It is relatively common in pediatric elbow fractures. It is actually a separation of the lateral epicondylar epiphysis. Its incidence is second only to supracondylar fractures of the humerus and is an intra-articular fracture. According to statistics from the Pediatric Orthopedics Department of Beijing Jishuitan Hospital, from 1970 to 1980, there were 9,427 cases of pediatric elbow injuries, among which 629 cases were lateral condylar fractures of the humerus, accounting for 6.7% of the total. The male-to-female ratio was 3.3:1, with the left side more affected than the right. The youngest age of onset was 1 year, and the oldest was 14 years. The peak incidence occurred between 4 and 8 years of age, accounting for 54% of the total cases. A significant portion of the fracture fragment consists of cartilage.

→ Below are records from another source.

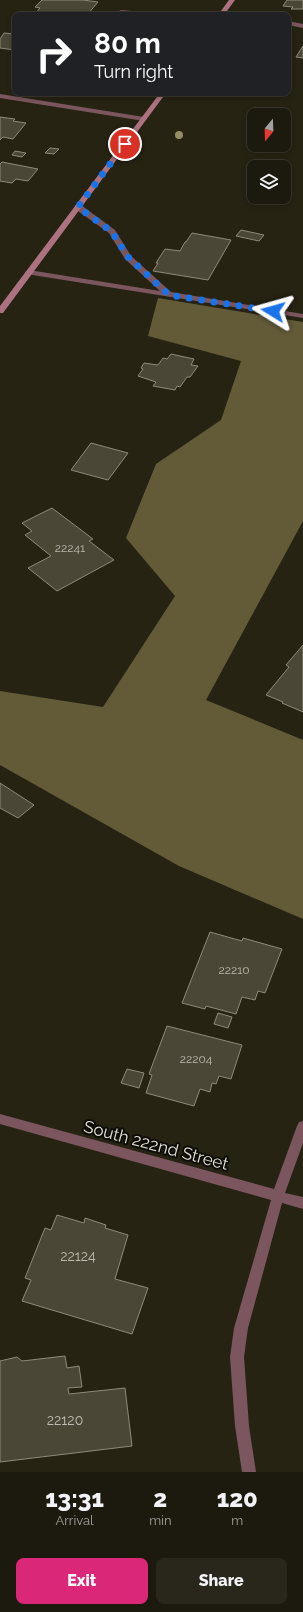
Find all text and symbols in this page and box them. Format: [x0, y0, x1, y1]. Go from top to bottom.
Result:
text: 80 m [94, 27, 161, 60]
icon: right [28, 28, 80, 80]
text: Turn right [94, 61, 173, 82]
north arrow [247, 108, 291, 152]
map controls [247, 108, 291, 204]
pin [108, 127, 142, 161]
icon: arrive [114, 133, 136, 155]
button: layers [247, 160, 291, 204]
position arrow [252, 290, 294, 332]
house number: 22241 [55, 541, 85, 555]
house number: 22210 [218, 963, 250, 977]
house number: 22204 [180, 1052, 213, 1066]
street label: South 222nd Street [81, 1116, 231, 1174]
house number: 22124 [60, 1248, 96, 1264]
house number: 22120 [47, 1412, 83, 1428]
text: 13:31 [45, 1484, 104, 1513]
text: 2 [153, 1484, 167, 1513]
text: 120 [217, 1484, 258, 1513]
text: Arrival [56, 1513, 94, 1528]
text: min [149, 1513, 172, 1528]
text: m [231, 1513, 243, 1528]
button: Exit [16, 1558, 148, 1604]
button: Share [156, 1558, 287, 1604]

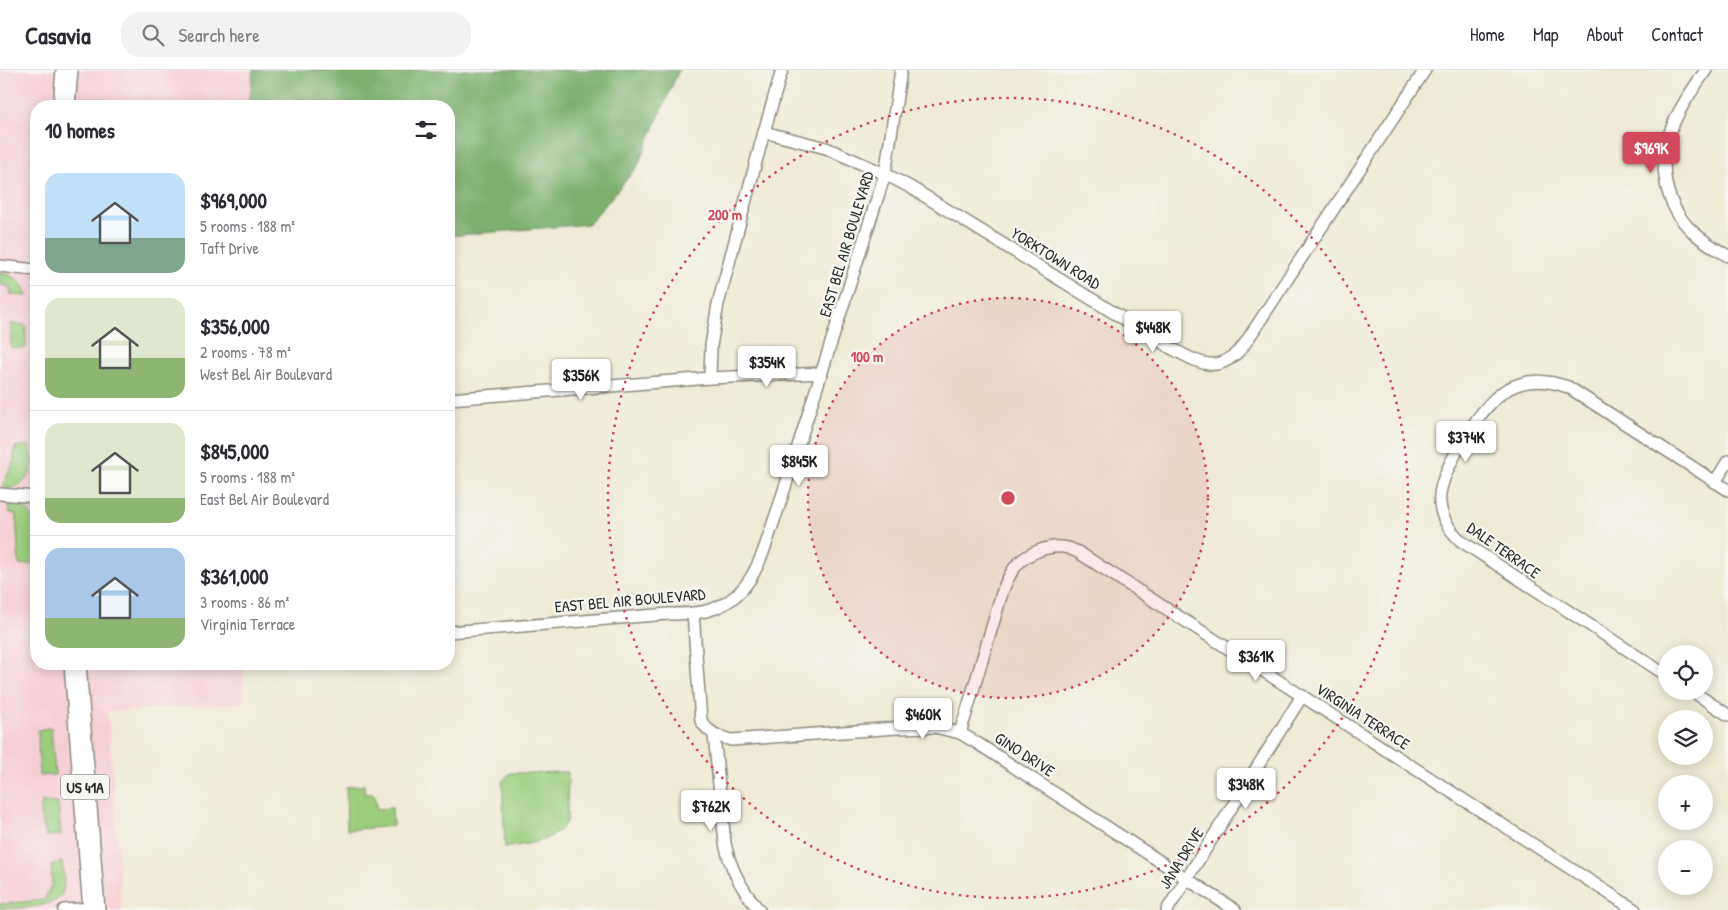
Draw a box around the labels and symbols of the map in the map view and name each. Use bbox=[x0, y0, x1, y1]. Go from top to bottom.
pin: $969K bbox=[1616, 132, 1686, 174]
street label: EAST BEL AIR BOULEVARD bbox=[813, 168, 879, 320]
text: 200 m bbox=[708, 204, 742, 225]
street label: YORKTOWN ROAD bbox=[1007, 222, 1105, 294]
pin: $448K bbox=[1118, 310, 1188, 353]
pin: $354K bbox=[732, 346, 802, 388]
text: 100 m bbox=[851, 346, 883, 367]
pin: $356K bbox=[546, 358, 616, 401]
pin: $374K bbox=[1431, 420, 1501, 463]
pin: $845K bbox=[764, 444, 834, 487]
centre of rings bbox=[999, 489, 1017, 507]
street label: DALE TERRACE bbox=[1463, 517, 1545, 583]
street label: EAST BEL AIR BOULEVARD bbox=[554, 582, 707, 618]
pin: $361K bbox=[1221, 640, 1291, 682]
street label: VIRGINIA TERRACE bbox=[1312, 677, 1414, 755]
pin: $460K bbox=[888, 698, 958, 740]
street label: GINO DRIVE bbox=[991, 726, 1059, 782]
pin: $348K bbox=[1211, 768, 1281, 810]
road number: US 41A bbox=[61, 774, 109, 800]
pin: $762K bbox=[676, 790, 746, 832]
street label: JANA DRIVE bbox=[1154, 823, 1208, 893]

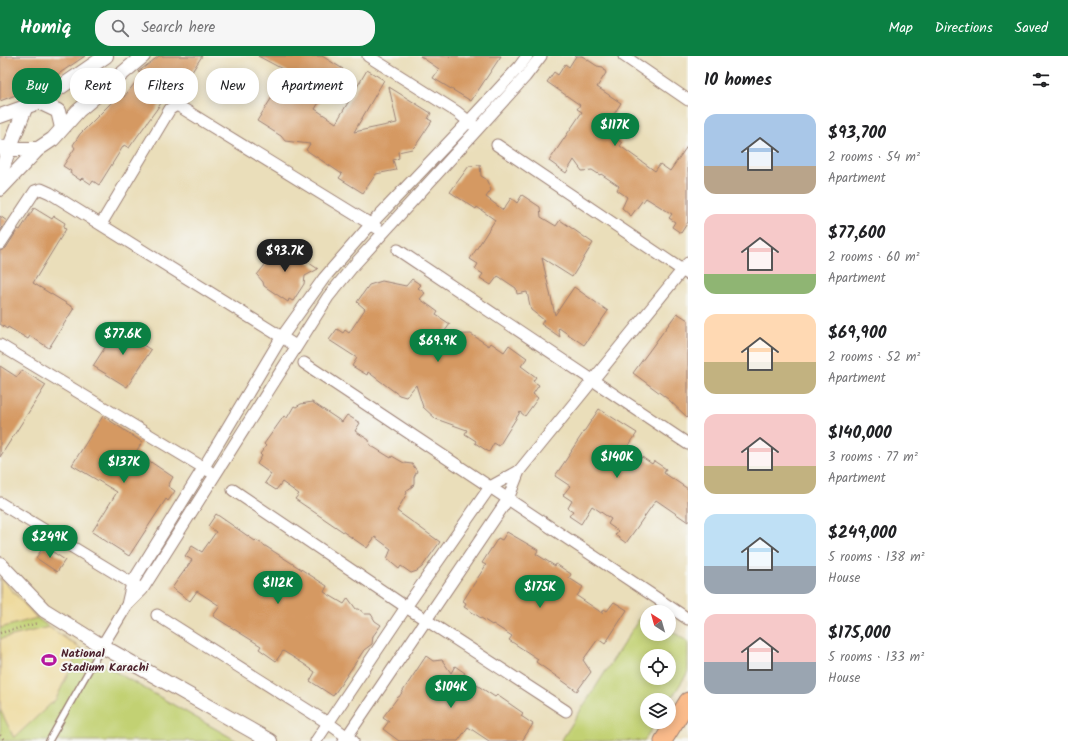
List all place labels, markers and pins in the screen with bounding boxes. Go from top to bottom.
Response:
pin: $117K [587,113,643,147]
pin: $93.7K [252,239,318,273]
pin: $77.6K [90,322,156,356]
pin: $69.9K [405,329,471,363]
pin: $140K [589,445,645,479]
pin: $137K [96,450,152,484]
pin: $249K [22,525,78,559]
pin: $112K [250,571,306,605]
pin: $175K [512,575,568,609]
place label: National Stadium Karachi [61,644,149,677]
sports icon: National Stadium Karachi [40,651,58,669]
pin: $104K [423,675,479,709]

The younger the patient, the more cartilage is present. On X-ray, only the ossification center of the lateral condylar epiphysis and the metaphyseal fracture fragment are visible, while the cartilage does not appear. In reality, the fracture fragment is quite large, almost equivalent to half of the distal humeral epiphysis. Therefore, the size of the fracture fragment must be fully estimated clinically. Improper management of this type of fracture often leads to various deformities and complications, resulting in impaired elbow joint function.

bubble_chart Etiology

The cause of injury is essentially the same as that of a humerus supracondylar fracture. It is mostly caused by indirect composite forces. When a child falls and lands on their palm, the forearm is often in a pronated position with the elbow slightly flexed. Most of the force is transmitted along the radius to the radial head, which then impacts the humerus external condyle, resulting in a fracture. Additionally, factors such as elbow valgus stress and extensor muscle traction often contribute to the fracture. The fracture line runs obliquely from the upper part of the external condyle downward and inward to the radial side of the trochlea. The bone fragment often includes the radial metaphyseal bone piece, the capitulum epiphysis of the humerus, and the radial part of the trochlea. Depending on the direction of the force, forearm rotation, and adduction traction, different types of fractures can occur.

Type I: Non-displaced fracture. The bone membrane is not torn, and the X-ray shows a fracture line in the metaphysis.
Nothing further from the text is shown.